→ Your goal:
Search term "image": copy each line of the records that contains it.

*** Opening of Data for processing ***

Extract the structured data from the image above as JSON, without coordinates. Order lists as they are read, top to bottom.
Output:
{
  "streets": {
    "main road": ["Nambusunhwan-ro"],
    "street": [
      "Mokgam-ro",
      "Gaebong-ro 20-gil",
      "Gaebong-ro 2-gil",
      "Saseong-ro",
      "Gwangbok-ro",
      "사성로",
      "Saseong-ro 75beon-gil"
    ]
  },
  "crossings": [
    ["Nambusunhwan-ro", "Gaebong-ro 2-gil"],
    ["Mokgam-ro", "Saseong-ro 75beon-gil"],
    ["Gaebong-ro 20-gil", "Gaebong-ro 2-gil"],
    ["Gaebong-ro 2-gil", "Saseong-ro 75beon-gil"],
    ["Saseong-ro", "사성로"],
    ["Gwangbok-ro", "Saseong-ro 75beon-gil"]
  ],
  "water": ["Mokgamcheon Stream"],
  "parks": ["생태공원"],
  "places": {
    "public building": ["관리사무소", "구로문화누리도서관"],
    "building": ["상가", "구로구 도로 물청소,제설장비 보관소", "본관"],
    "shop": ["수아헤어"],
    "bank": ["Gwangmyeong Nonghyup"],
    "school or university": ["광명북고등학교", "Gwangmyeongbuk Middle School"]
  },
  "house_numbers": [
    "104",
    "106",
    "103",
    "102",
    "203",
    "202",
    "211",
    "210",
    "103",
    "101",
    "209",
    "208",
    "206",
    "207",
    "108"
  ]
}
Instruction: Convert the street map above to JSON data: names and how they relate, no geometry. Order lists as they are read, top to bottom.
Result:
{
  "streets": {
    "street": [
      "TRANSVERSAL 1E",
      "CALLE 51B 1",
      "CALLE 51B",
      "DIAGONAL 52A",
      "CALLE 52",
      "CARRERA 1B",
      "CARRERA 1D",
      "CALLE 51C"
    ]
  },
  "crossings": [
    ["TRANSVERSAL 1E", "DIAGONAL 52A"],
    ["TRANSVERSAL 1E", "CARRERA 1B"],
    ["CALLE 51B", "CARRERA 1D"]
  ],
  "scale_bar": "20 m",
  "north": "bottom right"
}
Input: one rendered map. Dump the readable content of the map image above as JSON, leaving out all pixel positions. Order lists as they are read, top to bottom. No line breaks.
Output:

*** Close of Data for processing ***

→ Exercise solution:
Extract the structured data from the image above as JSON, without coordinates. Order lists as they are read, top to bottom.
Input: one rendered map. Dump the readable content of the map image above as JSON, leaving out all pixel positions. Order lists as they are read, top to bottom. No line breaks.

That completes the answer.